» Exercise directions
Count how many lines in the data hold the word "margin", and give that number alone.

» Records shown
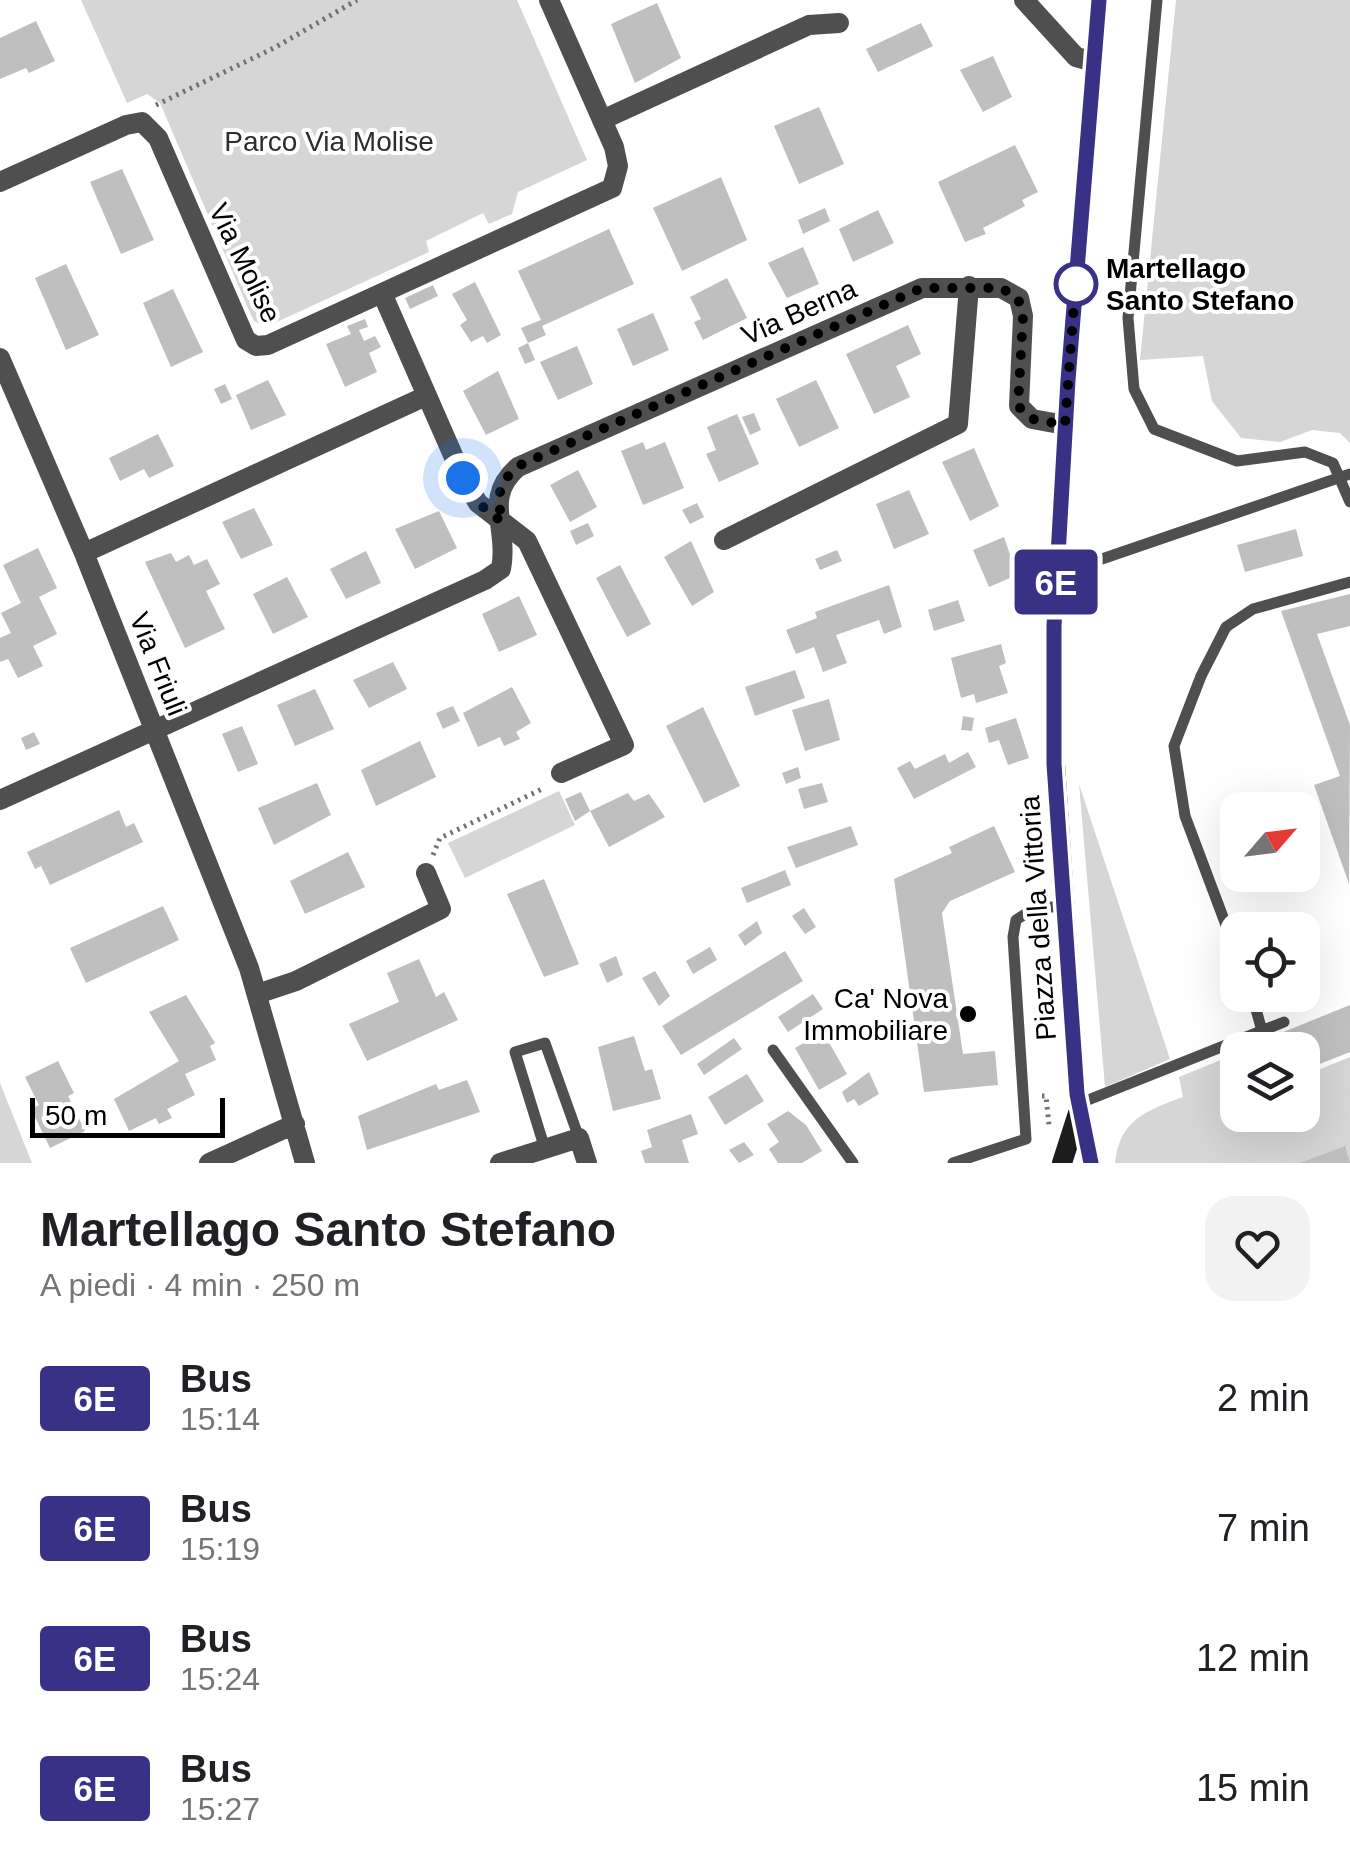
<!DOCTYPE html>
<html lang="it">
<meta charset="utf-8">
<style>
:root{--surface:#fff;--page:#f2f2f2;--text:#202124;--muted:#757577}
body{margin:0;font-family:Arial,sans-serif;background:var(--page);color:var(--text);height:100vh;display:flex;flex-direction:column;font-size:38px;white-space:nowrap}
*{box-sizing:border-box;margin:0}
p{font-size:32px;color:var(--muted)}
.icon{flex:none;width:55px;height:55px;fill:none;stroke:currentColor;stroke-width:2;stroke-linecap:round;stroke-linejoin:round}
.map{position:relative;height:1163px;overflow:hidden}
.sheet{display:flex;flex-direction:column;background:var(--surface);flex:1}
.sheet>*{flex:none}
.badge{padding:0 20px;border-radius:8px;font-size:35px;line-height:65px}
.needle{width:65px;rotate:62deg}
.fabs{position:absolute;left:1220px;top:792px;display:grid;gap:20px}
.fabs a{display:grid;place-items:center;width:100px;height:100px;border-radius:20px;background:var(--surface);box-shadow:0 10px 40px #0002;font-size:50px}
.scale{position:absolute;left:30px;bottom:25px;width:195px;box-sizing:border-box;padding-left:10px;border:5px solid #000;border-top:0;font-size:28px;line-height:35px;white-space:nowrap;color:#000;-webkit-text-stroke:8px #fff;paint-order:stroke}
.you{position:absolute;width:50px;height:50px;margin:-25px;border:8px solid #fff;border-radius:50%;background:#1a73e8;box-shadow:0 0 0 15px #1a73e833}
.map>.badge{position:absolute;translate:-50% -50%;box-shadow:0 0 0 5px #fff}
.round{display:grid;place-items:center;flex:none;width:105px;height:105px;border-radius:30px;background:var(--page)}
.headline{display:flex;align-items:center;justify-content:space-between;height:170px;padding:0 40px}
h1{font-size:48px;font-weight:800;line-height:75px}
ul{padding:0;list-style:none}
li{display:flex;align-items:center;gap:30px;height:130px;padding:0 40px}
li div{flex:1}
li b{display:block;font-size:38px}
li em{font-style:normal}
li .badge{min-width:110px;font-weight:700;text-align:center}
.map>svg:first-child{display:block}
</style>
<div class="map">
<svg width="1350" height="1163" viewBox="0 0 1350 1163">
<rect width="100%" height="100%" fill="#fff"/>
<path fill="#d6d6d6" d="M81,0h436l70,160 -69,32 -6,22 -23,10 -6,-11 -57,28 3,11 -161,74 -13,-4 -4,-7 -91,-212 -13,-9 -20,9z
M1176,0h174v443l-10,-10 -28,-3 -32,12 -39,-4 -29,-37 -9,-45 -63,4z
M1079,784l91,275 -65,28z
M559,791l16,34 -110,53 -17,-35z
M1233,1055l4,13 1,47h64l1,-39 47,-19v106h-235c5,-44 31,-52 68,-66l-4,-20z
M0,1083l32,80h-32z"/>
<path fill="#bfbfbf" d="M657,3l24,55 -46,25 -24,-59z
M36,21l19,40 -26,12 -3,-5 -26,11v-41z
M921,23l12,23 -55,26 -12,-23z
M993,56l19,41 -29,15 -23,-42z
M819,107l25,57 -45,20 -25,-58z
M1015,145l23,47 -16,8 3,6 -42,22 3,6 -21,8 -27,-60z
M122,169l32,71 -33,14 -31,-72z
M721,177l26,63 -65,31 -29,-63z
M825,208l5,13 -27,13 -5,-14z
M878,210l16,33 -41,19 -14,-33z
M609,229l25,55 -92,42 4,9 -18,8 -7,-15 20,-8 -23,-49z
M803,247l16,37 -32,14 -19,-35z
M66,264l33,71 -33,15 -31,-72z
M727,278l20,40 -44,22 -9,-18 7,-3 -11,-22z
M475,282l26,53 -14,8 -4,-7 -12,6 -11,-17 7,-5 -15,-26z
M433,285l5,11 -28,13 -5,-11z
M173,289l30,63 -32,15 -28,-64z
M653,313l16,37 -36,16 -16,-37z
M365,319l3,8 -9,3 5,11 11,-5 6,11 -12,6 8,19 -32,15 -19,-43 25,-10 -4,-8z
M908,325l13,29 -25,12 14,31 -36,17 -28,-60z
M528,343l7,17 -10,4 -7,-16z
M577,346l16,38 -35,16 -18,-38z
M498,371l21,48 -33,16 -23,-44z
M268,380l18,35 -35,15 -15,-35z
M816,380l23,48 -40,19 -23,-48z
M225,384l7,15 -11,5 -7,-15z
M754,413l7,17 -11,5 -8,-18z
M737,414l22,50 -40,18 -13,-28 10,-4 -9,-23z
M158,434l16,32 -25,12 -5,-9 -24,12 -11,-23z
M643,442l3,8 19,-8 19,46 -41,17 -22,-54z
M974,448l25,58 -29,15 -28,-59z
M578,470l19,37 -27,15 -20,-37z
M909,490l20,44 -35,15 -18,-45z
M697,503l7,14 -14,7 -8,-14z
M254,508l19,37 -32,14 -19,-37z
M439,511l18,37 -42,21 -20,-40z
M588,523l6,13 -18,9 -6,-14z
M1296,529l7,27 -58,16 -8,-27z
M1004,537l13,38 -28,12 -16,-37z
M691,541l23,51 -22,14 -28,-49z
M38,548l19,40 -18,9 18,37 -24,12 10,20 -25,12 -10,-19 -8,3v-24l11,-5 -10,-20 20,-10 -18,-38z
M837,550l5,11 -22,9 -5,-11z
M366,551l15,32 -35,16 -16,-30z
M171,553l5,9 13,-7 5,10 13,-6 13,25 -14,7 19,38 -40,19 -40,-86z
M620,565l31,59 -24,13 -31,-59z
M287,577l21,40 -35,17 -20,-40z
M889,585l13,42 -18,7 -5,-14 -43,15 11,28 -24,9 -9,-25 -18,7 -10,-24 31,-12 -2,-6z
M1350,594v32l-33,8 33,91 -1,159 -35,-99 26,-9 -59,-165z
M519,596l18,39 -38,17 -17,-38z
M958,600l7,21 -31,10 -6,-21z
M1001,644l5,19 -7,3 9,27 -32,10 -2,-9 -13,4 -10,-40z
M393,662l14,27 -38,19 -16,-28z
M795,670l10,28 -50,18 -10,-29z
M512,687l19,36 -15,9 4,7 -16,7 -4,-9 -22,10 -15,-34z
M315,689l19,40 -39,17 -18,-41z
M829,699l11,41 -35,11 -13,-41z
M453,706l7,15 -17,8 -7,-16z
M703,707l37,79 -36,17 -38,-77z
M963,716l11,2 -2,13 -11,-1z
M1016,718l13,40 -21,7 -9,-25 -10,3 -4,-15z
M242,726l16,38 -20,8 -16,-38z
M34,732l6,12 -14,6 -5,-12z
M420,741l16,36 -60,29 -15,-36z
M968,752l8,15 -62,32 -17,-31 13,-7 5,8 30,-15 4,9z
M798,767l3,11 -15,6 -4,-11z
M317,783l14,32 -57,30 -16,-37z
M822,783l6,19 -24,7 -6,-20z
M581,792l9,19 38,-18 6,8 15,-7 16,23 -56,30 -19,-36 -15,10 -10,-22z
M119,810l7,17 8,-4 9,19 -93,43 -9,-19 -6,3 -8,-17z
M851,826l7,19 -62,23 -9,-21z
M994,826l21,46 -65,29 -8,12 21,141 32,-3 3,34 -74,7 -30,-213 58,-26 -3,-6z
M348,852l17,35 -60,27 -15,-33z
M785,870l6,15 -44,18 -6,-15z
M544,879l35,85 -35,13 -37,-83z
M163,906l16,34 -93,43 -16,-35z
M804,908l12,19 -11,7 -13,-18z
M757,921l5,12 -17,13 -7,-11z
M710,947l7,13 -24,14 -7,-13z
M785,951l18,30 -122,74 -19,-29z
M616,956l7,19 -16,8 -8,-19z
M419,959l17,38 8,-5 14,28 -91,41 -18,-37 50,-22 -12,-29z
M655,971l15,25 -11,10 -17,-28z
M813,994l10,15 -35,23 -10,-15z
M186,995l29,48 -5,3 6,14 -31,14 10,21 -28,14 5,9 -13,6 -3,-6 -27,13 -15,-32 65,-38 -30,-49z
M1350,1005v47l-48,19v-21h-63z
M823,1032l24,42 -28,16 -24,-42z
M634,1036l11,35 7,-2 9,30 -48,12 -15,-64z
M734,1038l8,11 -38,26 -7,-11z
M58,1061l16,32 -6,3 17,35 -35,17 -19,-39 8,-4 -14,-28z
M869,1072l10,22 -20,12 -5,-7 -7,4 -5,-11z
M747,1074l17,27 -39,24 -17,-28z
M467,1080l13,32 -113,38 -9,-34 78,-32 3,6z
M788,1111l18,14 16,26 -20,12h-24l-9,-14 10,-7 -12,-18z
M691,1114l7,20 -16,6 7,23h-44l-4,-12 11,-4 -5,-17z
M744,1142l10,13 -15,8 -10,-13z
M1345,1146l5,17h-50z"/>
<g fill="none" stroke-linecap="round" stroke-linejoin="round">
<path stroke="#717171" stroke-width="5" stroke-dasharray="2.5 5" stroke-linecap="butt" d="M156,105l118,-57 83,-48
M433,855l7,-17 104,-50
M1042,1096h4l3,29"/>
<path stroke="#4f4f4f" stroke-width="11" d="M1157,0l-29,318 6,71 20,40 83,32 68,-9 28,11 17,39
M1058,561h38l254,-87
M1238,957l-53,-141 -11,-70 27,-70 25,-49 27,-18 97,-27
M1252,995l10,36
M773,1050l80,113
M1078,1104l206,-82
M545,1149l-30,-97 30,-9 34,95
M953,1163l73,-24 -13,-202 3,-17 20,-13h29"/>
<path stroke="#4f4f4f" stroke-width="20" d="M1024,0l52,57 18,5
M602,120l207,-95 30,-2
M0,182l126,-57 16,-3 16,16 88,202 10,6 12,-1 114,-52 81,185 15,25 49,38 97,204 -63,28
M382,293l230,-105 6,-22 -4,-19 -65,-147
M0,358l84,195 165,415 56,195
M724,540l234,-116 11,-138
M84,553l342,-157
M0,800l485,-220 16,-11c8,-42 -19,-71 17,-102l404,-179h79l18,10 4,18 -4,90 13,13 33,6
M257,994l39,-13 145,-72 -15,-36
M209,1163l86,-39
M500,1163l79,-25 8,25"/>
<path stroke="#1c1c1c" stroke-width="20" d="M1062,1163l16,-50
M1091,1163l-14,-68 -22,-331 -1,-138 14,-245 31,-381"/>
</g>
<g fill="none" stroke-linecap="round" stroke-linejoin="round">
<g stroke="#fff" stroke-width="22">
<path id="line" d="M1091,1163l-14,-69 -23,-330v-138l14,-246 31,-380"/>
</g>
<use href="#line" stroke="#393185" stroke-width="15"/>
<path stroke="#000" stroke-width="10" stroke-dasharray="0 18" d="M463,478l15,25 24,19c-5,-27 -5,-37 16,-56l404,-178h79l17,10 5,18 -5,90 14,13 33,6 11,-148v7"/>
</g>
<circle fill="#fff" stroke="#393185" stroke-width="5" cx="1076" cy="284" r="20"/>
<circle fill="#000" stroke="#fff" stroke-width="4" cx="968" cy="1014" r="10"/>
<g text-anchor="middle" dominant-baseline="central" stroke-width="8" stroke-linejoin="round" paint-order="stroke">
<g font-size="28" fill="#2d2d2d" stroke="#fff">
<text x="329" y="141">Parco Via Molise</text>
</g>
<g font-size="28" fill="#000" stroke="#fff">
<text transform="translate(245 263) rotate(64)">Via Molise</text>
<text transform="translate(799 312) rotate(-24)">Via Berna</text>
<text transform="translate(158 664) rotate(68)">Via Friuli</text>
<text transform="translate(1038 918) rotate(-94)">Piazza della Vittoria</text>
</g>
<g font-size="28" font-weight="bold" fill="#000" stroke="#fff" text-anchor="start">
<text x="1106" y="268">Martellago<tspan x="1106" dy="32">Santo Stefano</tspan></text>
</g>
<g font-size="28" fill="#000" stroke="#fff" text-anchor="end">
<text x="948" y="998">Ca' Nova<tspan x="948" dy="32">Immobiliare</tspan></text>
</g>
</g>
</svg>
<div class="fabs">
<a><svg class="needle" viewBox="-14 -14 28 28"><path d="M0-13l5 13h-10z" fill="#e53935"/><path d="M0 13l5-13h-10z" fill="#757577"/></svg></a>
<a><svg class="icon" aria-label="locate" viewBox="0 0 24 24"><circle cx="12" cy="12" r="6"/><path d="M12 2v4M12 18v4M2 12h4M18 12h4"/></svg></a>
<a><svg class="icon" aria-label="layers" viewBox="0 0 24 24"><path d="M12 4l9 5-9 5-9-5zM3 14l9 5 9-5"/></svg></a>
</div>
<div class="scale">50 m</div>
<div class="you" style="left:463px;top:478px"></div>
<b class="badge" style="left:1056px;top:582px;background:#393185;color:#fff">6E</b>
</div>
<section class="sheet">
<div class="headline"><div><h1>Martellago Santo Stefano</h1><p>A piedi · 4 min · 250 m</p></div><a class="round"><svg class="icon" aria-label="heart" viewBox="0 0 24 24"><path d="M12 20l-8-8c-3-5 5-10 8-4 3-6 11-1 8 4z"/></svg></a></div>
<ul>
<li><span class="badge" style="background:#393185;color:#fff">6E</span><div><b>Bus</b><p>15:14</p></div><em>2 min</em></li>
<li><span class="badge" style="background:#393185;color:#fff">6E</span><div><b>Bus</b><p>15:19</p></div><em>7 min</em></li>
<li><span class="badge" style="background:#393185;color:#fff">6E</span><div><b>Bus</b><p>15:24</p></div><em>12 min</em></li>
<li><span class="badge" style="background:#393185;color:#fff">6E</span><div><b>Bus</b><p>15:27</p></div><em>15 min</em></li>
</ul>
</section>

» Result of the task
3